In a small saucepan add milk, water, and bread flour and whisk together until not lumpy. Place on a burner over low to medium low heat.
Whisk the mixture while over the heat. After about 2 minutes it will begin to thicken. It is ready when your whisk begins to leave clean trails in the pan.
Remove from heat and transfer to a small bowl to allow to cool.
In the bowl of your stand mixer, with dough hook attached, add together all the dough ingredients plus your cooled tangzhong.
Mix your dough together on low until combined and then one speed higher for about 15-25 minutes until dough is smooth and stretchy, no longer sticking to the sides of the bowl.
Transfer dough to the counter, shape into a ball. Lightly grease your bowl and place dough back in. Cover and allow to proof for 1-2 hours or until roughly doubled in size.
Gently punch down the dough and move to your work space. Divide your dough into 6 equal pieces.
Roll out a piece of dough into roughly a 6.5"x 4" rectangle/oval.
Spread about ½ tbsp of raspberry jam over the dough, leaving about a ½" border along one of the long edges.
Roll your dough along the the long side, sealing by pinching together along the seam.
Take the two ends and pinch them together, creating a tear drop shape.
Using a knife or a bench scraper, place the dough on the counter so the two sides of the teardrop are on top of each other.

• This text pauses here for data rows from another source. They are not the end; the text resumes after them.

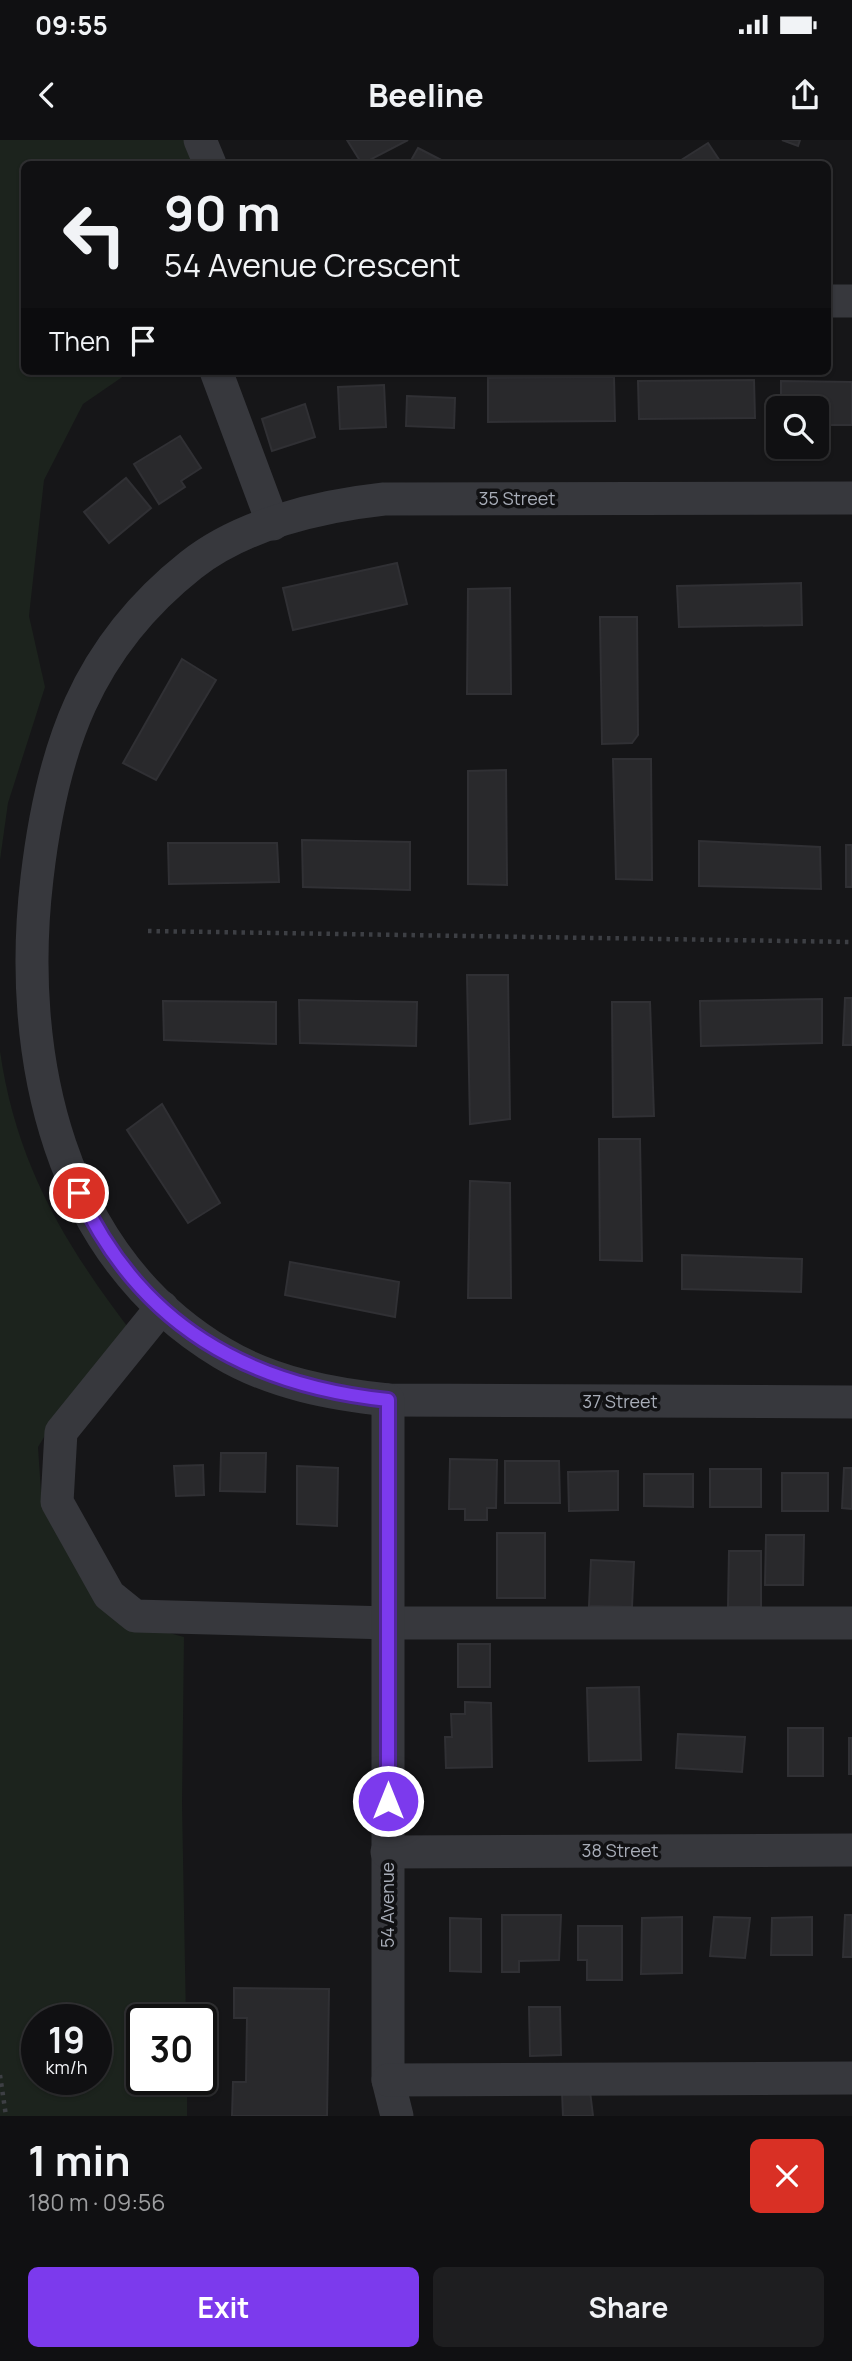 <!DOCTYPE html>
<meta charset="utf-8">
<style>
body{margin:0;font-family:Manrope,sans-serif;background:#1e1e20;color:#f1f3f6;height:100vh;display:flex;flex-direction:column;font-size:26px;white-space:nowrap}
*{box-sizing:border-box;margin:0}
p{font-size:23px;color:#9c9d9f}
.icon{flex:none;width:38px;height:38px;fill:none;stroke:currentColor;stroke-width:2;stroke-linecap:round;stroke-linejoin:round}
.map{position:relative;height:1976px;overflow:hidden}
.details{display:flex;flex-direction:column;background:#101012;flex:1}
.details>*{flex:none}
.hud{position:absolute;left:21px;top:21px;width:810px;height:214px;border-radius:10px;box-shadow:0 2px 5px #0004,0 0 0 2px #303032;background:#101012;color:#f1f3f6;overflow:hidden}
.fabs{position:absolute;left:766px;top:256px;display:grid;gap:14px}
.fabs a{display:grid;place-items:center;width:63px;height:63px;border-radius:10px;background:#101012;box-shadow:0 2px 5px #0004,0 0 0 2px #303032;font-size:35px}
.speed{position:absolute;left:21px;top:1864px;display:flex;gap:14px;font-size:35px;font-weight:700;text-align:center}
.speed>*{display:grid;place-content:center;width:91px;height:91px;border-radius:50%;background:#101012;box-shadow:0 2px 5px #0004,0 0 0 2px #303032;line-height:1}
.speed small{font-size:18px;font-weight:400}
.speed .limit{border:4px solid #111;border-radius:10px;background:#fff;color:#111}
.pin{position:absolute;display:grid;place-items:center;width:60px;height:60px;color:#fff;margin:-30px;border:4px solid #fff;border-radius:50%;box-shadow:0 2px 7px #0007}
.me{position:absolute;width:77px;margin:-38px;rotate:0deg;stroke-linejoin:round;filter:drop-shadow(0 0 5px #0008)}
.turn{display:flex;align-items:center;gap:24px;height:147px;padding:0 28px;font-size:32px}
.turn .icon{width:91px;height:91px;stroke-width:2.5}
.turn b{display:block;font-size:49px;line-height:60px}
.then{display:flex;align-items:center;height:66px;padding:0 28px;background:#0003;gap:14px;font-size:26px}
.round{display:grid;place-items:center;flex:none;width:74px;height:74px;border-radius:10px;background:#1e1e20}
.headline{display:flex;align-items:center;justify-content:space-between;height:119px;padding:0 28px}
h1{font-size:42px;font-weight:700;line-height:52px}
.cta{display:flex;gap:14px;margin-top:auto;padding:14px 28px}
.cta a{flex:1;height:80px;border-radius:10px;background:#7c3aed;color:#fff;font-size:28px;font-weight:700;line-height:80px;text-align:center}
.cta a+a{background:#1e1e20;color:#f1f3f6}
.status{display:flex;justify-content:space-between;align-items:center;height:49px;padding:0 35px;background:#101012;direction:ltr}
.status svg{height:19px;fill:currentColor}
header{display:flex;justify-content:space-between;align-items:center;height:91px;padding:0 28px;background:#101012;font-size:32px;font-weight:700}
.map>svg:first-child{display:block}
</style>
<div class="status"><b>09:55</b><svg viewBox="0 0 49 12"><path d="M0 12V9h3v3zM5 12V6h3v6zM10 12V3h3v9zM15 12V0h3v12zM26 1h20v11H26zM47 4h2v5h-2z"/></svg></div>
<header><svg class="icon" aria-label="back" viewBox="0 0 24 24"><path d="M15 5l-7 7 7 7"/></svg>Beeline<svg class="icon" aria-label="share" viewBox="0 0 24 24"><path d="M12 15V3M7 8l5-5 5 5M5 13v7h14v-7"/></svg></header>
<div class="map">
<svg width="852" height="1976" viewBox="0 0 852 1976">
<rect width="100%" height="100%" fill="#161618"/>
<g fill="#1c231d" fill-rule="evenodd">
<polygon points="0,0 197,0 211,24 24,24 24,231 131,231 83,264 44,340 29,476 45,547 8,663 0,720"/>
<path d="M0,911C16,1024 65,1105 133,1194L60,1271L38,1307L41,1352L111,1477L184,1497L182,1663L186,1879L142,1880V1939H187V1976H0ZM37,1880H96V1939H37Z"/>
</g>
<g fill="#29292c" stroke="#303034" stroke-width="2">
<polygon points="347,0 408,0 362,24"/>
<polygon points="782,0 800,0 798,6"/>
<polygon points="708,3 722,24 675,24"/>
<polygon points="418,8 449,24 409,24"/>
<polygon points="514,20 574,22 574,24 514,24"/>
<polygon points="614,237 615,281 488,282 488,238"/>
<polygon points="754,240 755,278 639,279 638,241"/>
<polygon points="781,241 852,242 852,285 817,285 817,268 781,268"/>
<polygon points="384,245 386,287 340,289 338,247"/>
<polygon points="407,256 455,258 454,288 406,286"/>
<polygon points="305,264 315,297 272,311 262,279"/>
<polygon points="180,296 201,328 181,341 185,347 159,364 134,324"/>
<polygon points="126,338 151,368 109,403 84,372"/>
<polygon points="397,423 407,464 293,490 283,448"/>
<polygon points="801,443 802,485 679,487 677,446"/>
<polygon points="510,448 511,554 467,554 468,449"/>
<polygon points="600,477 637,477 638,595 632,603 602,604"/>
<polygon points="182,519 216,540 156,640 123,623"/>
<polygon points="613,619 651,619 652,740 616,739"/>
<polygon points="506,630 507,745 468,744 468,631"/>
<polygon points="302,700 410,702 410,750 303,747"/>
<polygon points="699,701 820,707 821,749 699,746"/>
<polygon points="168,703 277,703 279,742 169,744"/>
<rect x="846" y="705" width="6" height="42"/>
<polygon points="467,835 508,835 510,979 470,984"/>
<polygon points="845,858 852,858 852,905 843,905"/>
<polygon points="822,859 822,903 701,906 700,861"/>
<polygon points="299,860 417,862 416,906 300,903"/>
<polygon points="163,861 276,862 276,904 164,900"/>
<polygon points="612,862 650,862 654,976 613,977"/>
<polygon points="162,964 220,1063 188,1083 127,990"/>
<polygon points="599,999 640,999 642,1121 600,1120"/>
<polygon points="470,1041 510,1043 511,1158 468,1158"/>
<polygon points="682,1115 802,1119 801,1152 682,1149"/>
<polygon points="290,1122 399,1142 395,1177 285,1155"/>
<polygon points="221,1313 266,1313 265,1352 220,1351"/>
<polygon points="450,1319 497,1320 496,1368 487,1368 487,1380 465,1380 465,1369 449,1369"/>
<polygon points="505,1321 559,1321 560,1363 505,1363"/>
<polygon points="203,1325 204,1355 176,1356 174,1326"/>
<polygon points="297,1326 338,1328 337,1386 297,1384"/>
<polygon points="844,1328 852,1328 852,1369 842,1368"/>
<rect x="710" y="1329" width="51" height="38"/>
<polygon points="618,1331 618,1370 569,1371 568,1332"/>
<rect x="782" y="1333" width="46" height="38"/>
<polygon points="644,1334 693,1334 693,1367 644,1366"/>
<rect x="497" y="1393" width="48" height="65"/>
<polygon points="766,1395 804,1395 803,1445 765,1445"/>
<polygon points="729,1411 761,1411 761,1467 728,1467"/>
<polygon points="591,1420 634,1422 632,1467 589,1466"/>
<rect x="458" y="1504" width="32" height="43"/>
<polygon points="639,1547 641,1620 589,1621 587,1548"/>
<polygon points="465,1562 491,1563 492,1627 446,1628 445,1597 452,1597 451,1574 465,1574"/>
<rect x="788" y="1588" width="35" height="48"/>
<polygon points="678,1594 745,1597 742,1632 676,1628"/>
<rect x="849" y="1598" width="3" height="36"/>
<polygon points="502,1775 561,1775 559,1820 519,1821 519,1832 502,1832"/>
<polygon points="845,1775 852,1775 852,1817 843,1817"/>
<polygon points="682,1777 682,1833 641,1834 642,1778"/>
<polygon points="714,1777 750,1778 745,1818 710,1816"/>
<polygon points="812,1777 812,1815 771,1815 772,1778"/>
<polygon points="450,1778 481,1779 481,1832 450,1831"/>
<polygon points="578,1786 622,1786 622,1840 587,1840 587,1820 578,1820"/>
<polygon points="234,1848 329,1849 327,1976 232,1976 233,1942 246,1942 247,1878 234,1878"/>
<polygon points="529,1867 560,1867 561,1915 530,1916"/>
<polygon points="590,1951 593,1976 563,1976 562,1952"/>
</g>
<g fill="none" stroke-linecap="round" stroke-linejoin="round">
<g stroke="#3d3f44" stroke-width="4.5" stroke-dasharray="3.5 5" stroke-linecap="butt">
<polyline points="148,791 852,802"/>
<polyline points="0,1935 6,1976"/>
</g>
<g stroke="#37383d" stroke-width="33">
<polyline points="200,0 210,24"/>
<polyline points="828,161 852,161"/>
<polyline points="216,231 273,384"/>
<path d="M852,358L384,359C320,366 243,384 191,425C86,508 52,609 37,738C16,915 58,1115 222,1213C272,1243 331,1254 388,1260L852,1262"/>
<polyline points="162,1167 61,1292 57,1362 109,1455 135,1476 389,1483 852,1483"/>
<polyline points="388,1260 388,1940 397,1976"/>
<polyline points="387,1712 852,1710"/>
<polyline points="388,1940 852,1938"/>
</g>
</g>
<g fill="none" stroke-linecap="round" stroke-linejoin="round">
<defs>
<path id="route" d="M79,1053C140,1185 247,1245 388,1260V1661"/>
</defs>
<use href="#route" stroke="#51269a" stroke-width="18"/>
<use href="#route" stroke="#7c3aed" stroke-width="12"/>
</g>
<g text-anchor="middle" stroke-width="7" stroke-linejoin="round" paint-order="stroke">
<g font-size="18" fill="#a8adb8" stroke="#111113">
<text x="517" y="365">35 Street</text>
<text x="620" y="1268">37 Street</text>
<text x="620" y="1717">38 Street</text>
<text transform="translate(388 1765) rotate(-90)" y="6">54 Avenue</text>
</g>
</g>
</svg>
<div class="fabs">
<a><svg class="icon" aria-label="search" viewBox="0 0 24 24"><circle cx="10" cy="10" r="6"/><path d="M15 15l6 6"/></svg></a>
</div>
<div class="speed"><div>19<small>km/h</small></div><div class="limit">30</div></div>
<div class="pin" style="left:79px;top:1053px;background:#d93025"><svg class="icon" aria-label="arrive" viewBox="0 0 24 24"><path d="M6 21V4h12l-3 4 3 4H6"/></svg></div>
<svg class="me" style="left:388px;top:1661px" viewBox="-20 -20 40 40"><circle r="17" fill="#7c3aed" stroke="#fff" stroke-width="3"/><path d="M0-11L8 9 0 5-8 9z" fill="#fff"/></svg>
<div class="hud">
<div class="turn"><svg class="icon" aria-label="left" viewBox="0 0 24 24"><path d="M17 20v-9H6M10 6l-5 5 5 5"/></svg><div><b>90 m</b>54 Avenue Crescent</div></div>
<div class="then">Then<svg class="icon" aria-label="arrive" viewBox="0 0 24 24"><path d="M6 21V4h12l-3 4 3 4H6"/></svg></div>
</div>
</div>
<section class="details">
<div class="headline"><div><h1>1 min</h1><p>180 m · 09:56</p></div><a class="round" style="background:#d93025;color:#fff"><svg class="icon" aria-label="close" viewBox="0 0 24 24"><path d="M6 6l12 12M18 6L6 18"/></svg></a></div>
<div class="cta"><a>Exit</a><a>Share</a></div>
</section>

Place your tool along the center, leaving about 1 inch at the bottom (where you joined the ends together) and cut all the way through.
Pick your dough up and lay it on it's side, moving the now two halves into a heart shape on your baking sheet. Repeat with remaining dough.
Cover your hearts and allow them to proof for about another 45 minutes or until they have puffed up.
Preheat your oven to 350°F while your rolls proof.
When the rolls are ready to go in the oven, bake them on the center rack for about 22-25 minutes. They will be lightly golden brown when ready.
Transfer rolls to a wire cooling rack,
While rolls are cooling, in a small bowl place your cream cheese and whisk until smooth and creamy.
Microwave your white chocolate chips for 30 seconds, stir, and then microwave in 12 second intervals. Stir after each to prevent overheating.
When your white chocolate is smooth and melted, add to your cream cheese and whisk together. This mixture could be put directly onto the rolls if you want a thicker frosting.
Add 1-2 tbsp of milk depending on how thin you would like your glaze and whisk together. Drizzle over your rolls when it reaches the desired consistency. Enjoy!